■ Problem description:
What you return should be each line of the data containing the string "tools".
####################
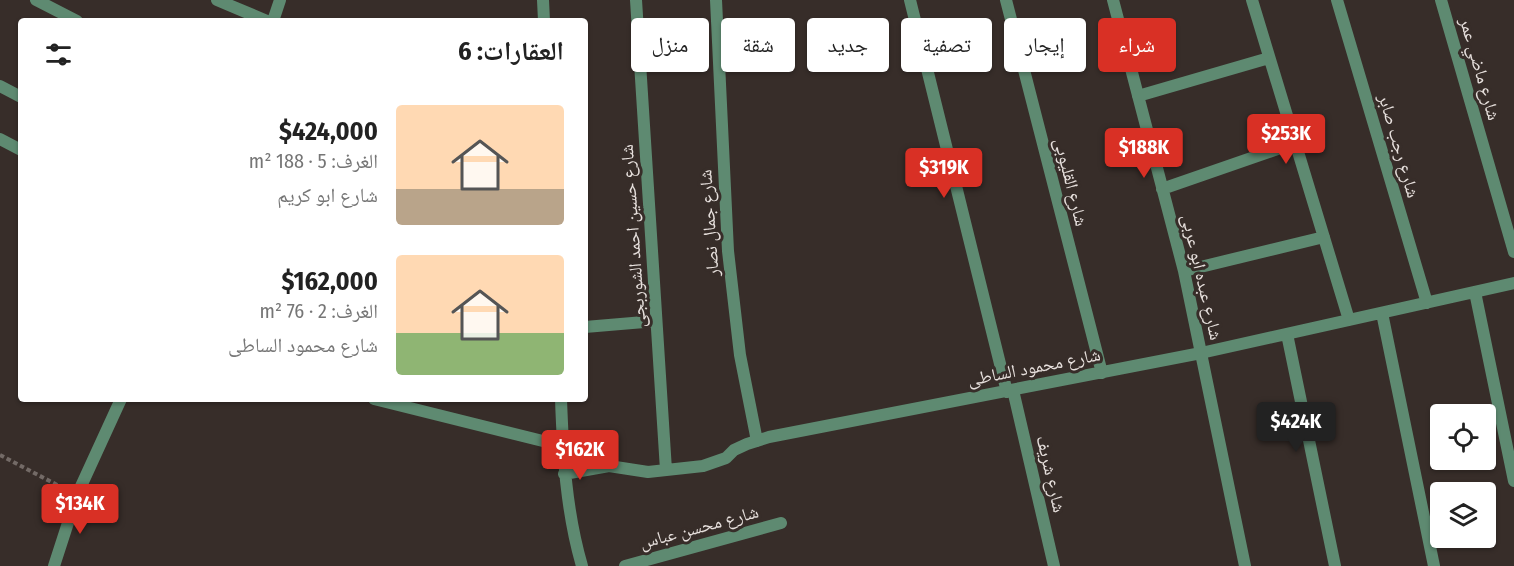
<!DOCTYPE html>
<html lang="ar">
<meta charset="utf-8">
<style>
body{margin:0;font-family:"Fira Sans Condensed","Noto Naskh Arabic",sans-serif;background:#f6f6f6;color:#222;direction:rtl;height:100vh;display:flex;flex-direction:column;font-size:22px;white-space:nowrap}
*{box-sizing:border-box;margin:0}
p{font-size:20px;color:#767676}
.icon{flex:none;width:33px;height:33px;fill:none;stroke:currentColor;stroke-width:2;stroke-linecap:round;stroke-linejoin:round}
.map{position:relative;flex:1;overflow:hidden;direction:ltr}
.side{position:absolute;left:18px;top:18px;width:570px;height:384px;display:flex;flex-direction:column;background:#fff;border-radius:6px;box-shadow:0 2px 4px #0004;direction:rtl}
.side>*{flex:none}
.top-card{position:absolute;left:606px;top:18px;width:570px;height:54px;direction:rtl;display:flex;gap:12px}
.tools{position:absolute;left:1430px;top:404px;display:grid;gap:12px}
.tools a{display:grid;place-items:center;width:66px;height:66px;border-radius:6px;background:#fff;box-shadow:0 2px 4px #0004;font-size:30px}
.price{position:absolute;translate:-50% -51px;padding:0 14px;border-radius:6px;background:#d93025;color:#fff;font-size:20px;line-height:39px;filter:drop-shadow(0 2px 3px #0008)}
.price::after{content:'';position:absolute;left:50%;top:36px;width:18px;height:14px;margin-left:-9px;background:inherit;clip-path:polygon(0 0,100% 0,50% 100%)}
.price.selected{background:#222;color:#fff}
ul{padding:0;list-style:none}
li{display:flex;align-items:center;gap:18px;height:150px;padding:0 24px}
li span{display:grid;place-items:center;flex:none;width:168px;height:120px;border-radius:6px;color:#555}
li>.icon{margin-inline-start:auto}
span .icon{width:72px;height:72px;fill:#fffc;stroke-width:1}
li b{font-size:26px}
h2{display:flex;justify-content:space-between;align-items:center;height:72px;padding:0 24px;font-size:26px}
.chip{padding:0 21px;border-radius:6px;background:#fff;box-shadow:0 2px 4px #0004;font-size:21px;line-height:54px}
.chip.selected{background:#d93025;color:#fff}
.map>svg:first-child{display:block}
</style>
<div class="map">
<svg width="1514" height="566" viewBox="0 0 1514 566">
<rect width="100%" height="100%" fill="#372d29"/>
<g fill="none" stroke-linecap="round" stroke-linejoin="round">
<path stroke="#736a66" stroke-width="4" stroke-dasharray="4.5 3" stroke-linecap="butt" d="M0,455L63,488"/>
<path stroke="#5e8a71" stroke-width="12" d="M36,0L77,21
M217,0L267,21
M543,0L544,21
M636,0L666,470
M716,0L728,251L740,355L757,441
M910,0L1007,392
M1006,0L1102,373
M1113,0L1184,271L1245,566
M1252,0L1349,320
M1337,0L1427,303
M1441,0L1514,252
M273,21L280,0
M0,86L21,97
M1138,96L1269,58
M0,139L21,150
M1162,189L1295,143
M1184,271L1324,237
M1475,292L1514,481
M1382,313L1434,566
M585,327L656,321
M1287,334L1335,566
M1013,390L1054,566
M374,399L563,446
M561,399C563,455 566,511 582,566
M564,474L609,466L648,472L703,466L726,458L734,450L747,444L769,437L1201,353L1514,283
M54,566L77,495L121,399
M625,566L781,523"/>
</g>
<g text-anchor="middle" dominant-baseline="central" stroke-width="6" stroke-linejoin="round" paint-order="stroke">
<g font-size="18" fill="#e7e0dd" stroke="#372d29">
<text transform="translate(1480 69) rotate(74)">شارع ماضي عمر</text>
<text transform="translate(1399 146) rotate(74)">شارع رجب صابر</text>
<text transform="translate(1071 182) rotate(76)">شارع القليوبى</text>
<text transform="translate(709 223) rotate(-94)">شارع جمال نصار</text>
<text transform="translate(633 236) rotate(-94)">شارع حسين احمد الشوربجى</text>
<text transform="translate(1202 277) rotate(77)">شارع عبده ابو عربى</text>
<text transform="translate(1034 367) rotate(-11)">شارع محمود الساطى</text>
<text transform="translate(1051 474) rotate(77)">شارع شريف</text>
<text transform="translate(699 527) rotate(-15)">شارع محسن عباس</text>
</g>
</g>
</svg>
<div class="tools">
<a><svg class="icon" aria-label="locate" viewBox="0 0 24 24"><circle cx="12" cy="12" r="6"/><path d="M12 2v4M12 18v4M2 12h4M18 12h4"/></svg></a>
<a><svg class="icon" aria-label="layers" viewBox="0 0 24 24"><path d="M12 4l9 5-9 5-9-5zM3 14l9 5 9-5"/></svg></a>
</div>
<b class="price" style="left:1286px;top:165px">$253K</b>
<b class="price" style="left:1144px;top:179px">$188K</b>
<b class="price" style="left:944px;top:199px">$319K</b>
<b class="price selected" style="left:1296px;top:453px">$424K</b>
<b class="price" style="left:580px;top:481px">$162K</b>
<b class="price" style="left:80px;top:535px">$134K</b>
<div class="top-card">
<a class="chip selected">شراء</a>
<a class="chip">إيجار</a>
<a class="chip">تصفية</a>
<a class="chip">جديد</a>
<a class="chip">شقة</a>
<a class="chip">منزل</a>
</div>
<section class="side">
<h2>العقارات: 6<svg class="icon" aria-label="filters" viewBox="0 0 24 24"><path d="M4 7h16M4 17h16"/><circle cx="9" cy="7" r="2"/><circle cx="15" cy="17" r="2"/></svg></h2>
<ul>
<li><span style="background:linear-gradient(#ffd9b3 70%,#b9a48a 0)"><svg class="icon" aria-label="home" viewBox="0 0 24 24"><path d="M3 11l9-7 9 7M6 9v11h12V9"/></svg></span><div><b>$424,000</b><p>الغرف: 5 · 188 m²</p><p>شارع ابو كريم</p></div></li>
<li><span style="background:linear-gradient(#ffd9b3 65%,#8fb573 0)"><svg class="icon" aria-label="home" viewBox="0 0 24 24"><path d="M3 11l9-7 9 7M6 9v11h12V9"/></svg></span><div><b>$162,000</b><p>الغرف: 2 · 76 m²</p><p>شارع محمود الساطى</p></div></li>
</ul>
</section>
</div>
####################
■ Answer to this task:
.tools{position:absolute;left:1430px;top:404px;display:grid;gap:12px}
.tools a{display:grid;place-items:center;width:66px;height:66px;border-radius:6px;background:#fff;box-shadow:0 2px 4px #0004;font-size:30px}
<div class="tools">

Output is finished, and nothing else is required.